Create robots.txt - Githubissues

freedomofpress / pressfreedomtracker.us

Code for the U.S. Press Freedom Tracker project website

https://pressfreedomtracker.us

GNU Affero General Public License v3.0

17 stars 7 forks source link

Create robots.txt #1761

Closed eloquence closed 11 months ago

eloquence commented 1 year ago

We're seeing a lot of crawler traffic, which can slow down other site operations. Let's create a carefully crafted robots.txt that defines what 's OK to crawl and what's not.

soleilera commented 1 year ago

Let's add this across all sites when working on this one.

SaptakS commented 1 year ago

Are there specific paths we want to block from the crawlers? Or do we want to disallow all paths from all crawlers?

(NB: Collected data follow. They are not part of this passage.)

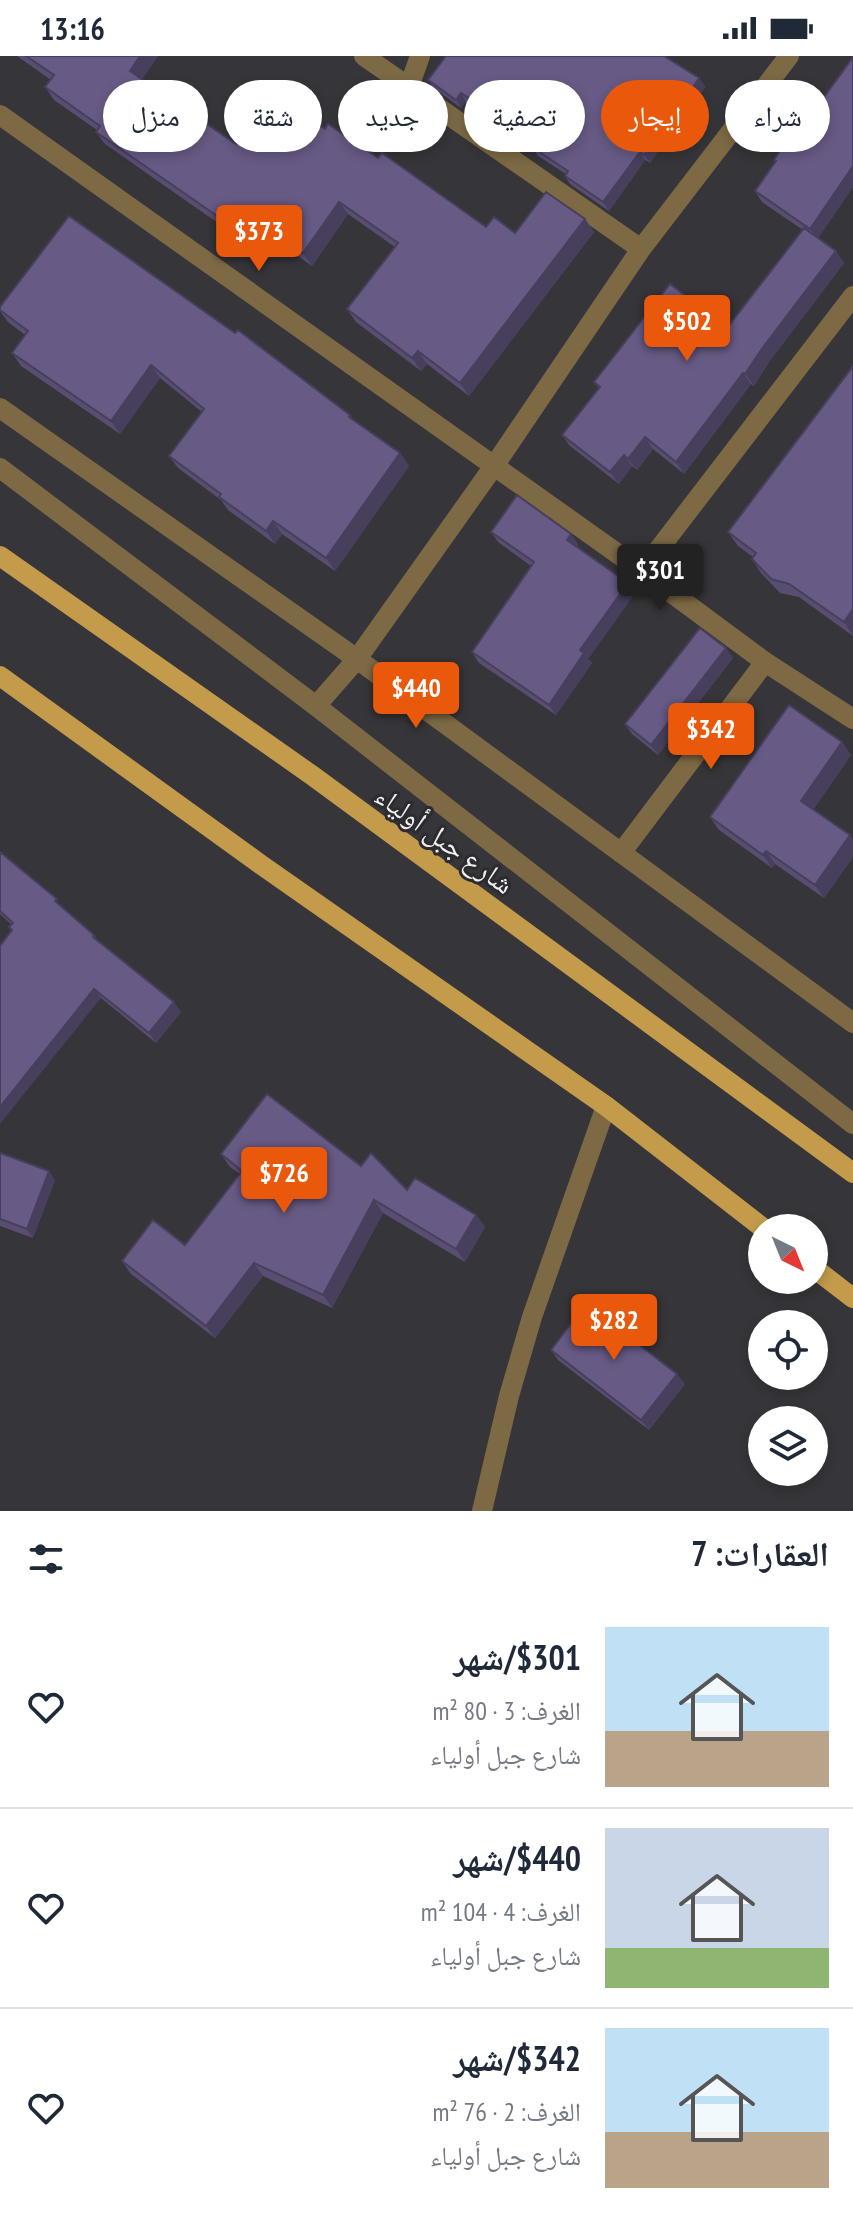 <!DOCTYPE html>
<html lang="ar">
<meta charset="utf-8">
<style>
body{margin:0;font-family:"PT Sans Narrow","Noto Naskh Arabic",sans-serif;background:#f6f6f7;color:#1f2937;direction:rtl;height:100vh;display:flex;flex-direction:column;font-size:30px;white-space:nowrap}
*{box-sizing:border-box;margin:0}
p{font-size:26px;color:#747a83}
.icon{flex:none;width:44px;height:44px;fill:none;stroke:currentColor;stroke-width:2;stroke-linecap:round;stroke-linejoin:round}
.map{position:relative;height:1455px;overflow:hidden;direction:ltr}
.details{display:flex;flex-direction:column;background:#fff;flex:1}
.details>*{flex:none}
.top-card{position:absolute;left:24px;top:24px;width:806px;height:72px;direction:rtl;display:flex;gap:16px}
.needle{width:52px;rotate:137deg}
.fabs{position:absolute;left:748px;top:1158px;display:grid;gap:16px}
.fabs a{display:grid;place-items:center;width:80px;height:80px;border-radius:50%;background:#fff;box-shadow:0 4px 12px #0003;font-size:40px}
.price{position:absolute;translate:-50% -68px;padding:0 18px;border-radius:8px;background:#ea580c;color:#fff;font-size:26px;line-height:52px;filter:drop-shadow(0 2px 4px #0008)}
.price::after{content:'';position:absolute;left:50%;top:48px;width:24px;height:18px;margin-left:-12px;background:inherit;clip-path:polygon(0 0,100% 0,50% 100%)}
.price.current{background:#222;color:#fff}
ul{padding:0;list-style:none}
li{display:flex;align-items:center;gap:24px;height:200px;padding:0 24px}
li+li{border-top:2px solid #e0e1e3}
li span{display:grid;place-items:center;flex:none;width:224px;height:160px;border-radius:0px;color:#555}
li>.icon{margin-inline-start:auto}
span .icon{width:96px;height:96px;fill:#fffc;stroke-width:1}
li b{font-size:34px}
h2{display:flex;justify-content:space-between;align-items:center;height:96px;padding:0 24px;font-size:34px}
.chip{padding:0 28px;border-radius:36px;background:#fff;box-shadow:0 4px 12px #0003;font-size:28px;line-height:72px}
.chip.current{background:#ea580c;color:#fff}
.status{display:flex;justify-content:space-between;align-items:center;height:56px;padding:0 40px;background:#fff;direction:ltr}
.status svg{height:22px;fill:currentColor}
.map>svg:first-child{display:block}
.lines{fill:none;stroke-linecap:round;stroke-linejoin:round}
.minor{stroke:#7d6944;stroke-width:20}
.major{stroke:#c39b4a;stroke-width:20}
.wall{fill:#594d72}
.shaded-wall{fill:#483f5d}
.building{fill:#675a85;stroke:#483f5d;stroke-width:2}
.labels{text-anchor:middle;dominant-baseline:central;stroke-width:6;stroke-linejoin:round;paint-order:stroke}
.street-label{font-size:28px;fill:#f1f1f3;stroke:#2c2b2f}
</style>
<div class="status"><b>13:16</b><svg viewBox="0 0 49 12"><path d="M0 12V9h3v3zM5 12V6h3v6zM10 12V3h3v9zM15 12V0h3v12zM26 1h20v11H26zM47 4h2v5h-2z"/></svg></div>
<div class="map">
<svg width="853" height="1455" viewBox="0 0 853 1455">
<rect width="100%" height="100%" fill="#363539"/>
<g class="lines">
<path class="minor" d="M364 0 641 193
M409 31 420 0
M0 59 642 515 765 606 853 663
M0 352 357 603 853 967
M0 412 316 650 853 1068
M642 515 853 240
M316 650 357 603 494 410 641 193 789 0
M621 797 765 606
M482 1455 509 1340 532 1261 606 1050"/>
<path class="major" d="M0 500 313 720 853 1117
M0 620 260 808 606 1050 763 1172
M814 1212 853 1242"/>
</g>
<path class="wall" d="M17 0H158L142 23 236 88 325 73 378 102 486 171 515 177 585 163 594 176 469 340 427 308 421 315 356 266 347 253 395 191 348 158 312 210 265 177 255 193 105 88 96 76 97 74 54 44 45 31 51 24Z
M699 22 705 31 664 94 660 92 650 107 645 104 609 155 570 128 565 120 566 118 538 100 533 91 466 46 461 52 434 32 428 24Z
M774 104 853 131 818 182 836 195 844 207 769 306 754 330 751 328 684 418 653 393 637 414 632 410 619 428 570 390 562 379 599 333 594 326 727 272 803 174 762 146 755 135 775 106Z
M0 251 350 359 354 365 400 397 409 410 335 515 282 478 275 488 228 454 221 444 178 412 169 400 202 356 160 322 120 378 21 310 12 297 25 279 8 266 0 255Z
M853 310V580L799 541 780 537 761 517 752 503 753 501 738 490 728 476Z
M491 476 571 478 578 488 577 491 628 527 635 537 588 603 592 607 556 659 479 607 472 596 531 510 498 486Z
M726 592 733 602 658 699 632 678 625 668Z
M842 686 851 699 813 754 850 779 853 784V801L824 842 775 808 772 812 719 774 710 761Z
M0 796 94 879 98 885 181 956 156 987 101 942 11 875 9 871 11 868 0 858Z
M0 1097 55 1124 33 1182 0 1170Z
M221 1098 361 1110 407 1134 476 1159 485 1171 465 1206 383 1157 332 1252 263 1220 215 1282 131 1218 122 1205 185 1189 240 1118 230 1111Z
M551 1294 685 1328 649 1374 558 1304Z"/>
<path class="shaded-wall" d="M140 0H158L139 28 130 15Z
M699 22 705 31 664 94 658 86Z
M461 37 466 46 461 52 456 44Z
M654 83 660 92 650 107 644 99Z
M640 96 645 104 609 155 603 146Z
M853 110V131L817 183 810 173Z
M339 146 348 158 312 210 303 197Z
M585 163 594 176 469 340 460 327Z
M256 164 265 177 255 193 246 180Z
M836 195 844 207 769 306 754 330 745 318 761 294Z
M418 295 427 308 421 315 412 302Z
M151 309 160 322 120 378 111 365Z
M743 317 751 328 684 418 676 406Z
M645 381 653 393 637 414 628 403Z
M400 397 409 410 335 515 326 502Z
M624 399 632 410 619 428 610 416Z
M273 465 282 478 275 488 266 475Z
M571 478 578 488 574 494 567 484Z
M628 527 635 537 588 603 592 607 556 659 549 649 580 594Z
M853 553V580L844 566Z
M726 592 733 602 658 699 651 689Z
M842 686 851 699 810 758 801 745Z
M850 779 853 784V801L824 842 815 829Z
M766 795 775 808 772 812 763 799Z
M94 933 101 942 0 1068V1051Z
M174 946 181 956 156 987 149 977Z
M49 1115 55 1124 33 1182 27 1173Z
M374 1144 383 1157 332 1252 323 1239Z
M476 1159 485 1171 465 1206 456 1193Z
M254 1207 263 1220 215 1282 206 1270Z
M677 1318 685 1328 649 1374 641 1364Z"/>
<path class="building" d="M26 0H140L130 15 236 88 271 36 325 73 328 68 378 102 382 97 486 171 494 161 515 177 546 136 585 163 460 327 418 295 412 302 347 253 398 187 339 146 303 197 256 164 246 180 96 76 100 70 45 31 54 19Z
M446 0H664L699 22 658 86 654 83 644 99 640 96 603 146 565 120 568 115 532 91 535 88 461 37 456 44 428 24Z
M853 1V110L810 173 755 135 776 105 774 104 791 77 796 80Z
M69 160 235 277 238 274 350 359 349 361 400 397 326 502 273 465 266 475 219 441 221 438 169 400 204 353 151 309 111 365 12 297 28 275 0 254V251Z
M804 172 836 195 761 294 745 318 743 317 676 406 645 381 628 403 624 399 610 416 562 379 600 331 594 326 670 228 727 272Z
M853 310V553L844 566 789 528 771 523 752 503 756 497 728 476Z
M517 439 571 478 567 484 628 527 580 594 584 597 549 649 472 596 534 506 491 476Z
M700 572 726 592 651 689 625 668Z
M789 649 842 686 801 745 850 779 815 829 766 795 763 799 710 761Z
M0 796 57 843 55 845 94 879 93 881 174 946 149 977 94 933 0 1051V890L12 874 9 871 13 867 0 855Z
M267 1038 361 1110 371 1097 407 1134 415 1122 476 1159 456 1193 374 1144 323 1239 254 1207 206 1270 122 1205 153 1164 185 1189 242 1115 221 1098Z
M0 1097 49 1115 27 1173 0 1163Z
M586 1248 677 1318 641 1364 551 1294Z"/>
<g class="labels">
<g class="street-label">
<text transform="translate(445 783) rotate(36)">شارع جبل أولياء</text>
</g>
</g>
</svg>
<div class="fabs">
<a><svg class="needle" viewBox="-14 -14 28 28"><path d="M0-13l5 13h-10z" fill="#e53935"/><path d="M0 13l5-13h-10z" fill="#747a83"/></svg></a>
<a><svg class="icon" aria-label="locate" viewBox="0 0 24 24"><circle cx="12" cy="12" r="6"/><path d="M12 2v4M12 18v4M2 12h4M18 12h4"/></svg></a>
<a><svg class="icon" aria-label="layers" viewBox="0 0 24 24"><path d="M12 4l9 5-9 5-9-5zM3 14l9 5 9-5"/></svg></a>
</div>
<b class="price" style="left:259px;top:217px">$373</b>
<b class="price" style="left:687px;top:307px">$502</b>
<b class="price current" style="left:660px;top:556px">$301</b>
<b class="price" style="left:416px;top:674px">$440</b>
<b class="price" style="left:711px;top:715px">$342</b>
<b class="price" style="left:284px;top:1159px">$726</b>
<b class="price" style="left:614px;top:1306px">$282</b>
<div class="top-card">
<a class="chip">شراء</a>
<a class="chip current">إيجار</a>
<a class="chip">تصفية</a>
<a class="chip">جديد</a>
<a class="chip">شقة</a>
<a class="chip">منزل</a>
</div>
</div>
<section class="details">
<h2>العقارات: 7<svg class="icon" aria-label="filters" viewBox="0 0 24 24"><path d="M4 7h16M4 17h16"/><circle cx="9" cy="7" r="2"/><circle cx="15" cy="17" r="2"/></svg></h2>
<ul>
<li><span style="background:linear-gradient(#bfe0f5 65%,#b9a48a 0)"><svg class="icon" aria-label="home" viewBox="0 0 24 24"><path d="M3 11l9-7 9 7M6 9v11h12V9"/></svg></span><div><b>$301/شهر</b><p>الغرف: 3 · 80 m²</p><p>شارع جبل أولياء</p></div><svg class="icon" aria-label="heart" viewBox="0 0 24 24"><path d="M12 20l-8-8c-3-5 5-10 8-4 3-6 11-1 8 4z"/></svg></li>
<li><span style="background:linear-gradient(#c9d6e8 75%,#8fb573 0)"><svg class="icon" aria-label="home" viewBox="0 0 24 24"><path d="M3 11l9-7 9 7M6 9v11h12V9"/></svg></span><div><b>$440/شهر</b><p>الغرف: 4 · 104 m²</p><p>شارع جبل أولياء</p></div><svg class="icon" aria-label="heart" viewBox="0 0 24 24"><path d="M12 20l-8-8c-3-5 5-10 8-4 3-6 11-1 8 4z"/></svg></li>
<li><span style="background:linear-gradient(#bfe0f5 65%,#b9a48a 0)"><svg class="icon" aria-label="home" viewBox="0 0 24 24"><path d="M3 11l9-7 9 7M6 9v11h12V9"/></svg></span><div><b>$342/شهر</b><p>الغرف: 2 · 76 m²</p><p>شارع جبل أولياء</p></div><svg class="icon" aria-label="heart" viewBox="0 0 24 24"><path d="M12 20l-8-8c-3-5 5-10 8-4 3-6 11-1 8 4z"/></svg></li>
</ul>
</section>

harrislapiroff commented 1 year ago

I think we should disallow crawling of querystrings on the incident database page. I think that would be /all-incidents/?*

eloquence commented 12 months ago

@harrislapiroff @SaptakS Are historical incidents crawlable without hitting URLs like https://pressfreedomtracker.us/all-incidents/?page=2? If not I think we need to be more careful to ensure our site remains fully externally searchable.

SaptakS commented 12 months ago

I doubt it unless someone uses our API endpoints? Which also raises a good question of whether I should Disallow API endpoints.

As of making the site searchable, there are 2 ways to sovle this problem.

Having a sitemap. It's actually recommended to have a sitemap in robots.txt that let's the crawlers know which sitemap to follow when crawling (though not all crawlers may restrict to the sitemap). It technically also fulfills one of the WCAG success criterion
Adding a ALLOW rule for the /?page=* pages.

I think we can even do both. Wagtail does allow us to create sitemaps (https://docs.wagtail.org/en/stable/reference/contrib/sitemaps.html), so if this is something we want to do, I can extend this issue to add a sitemap as well.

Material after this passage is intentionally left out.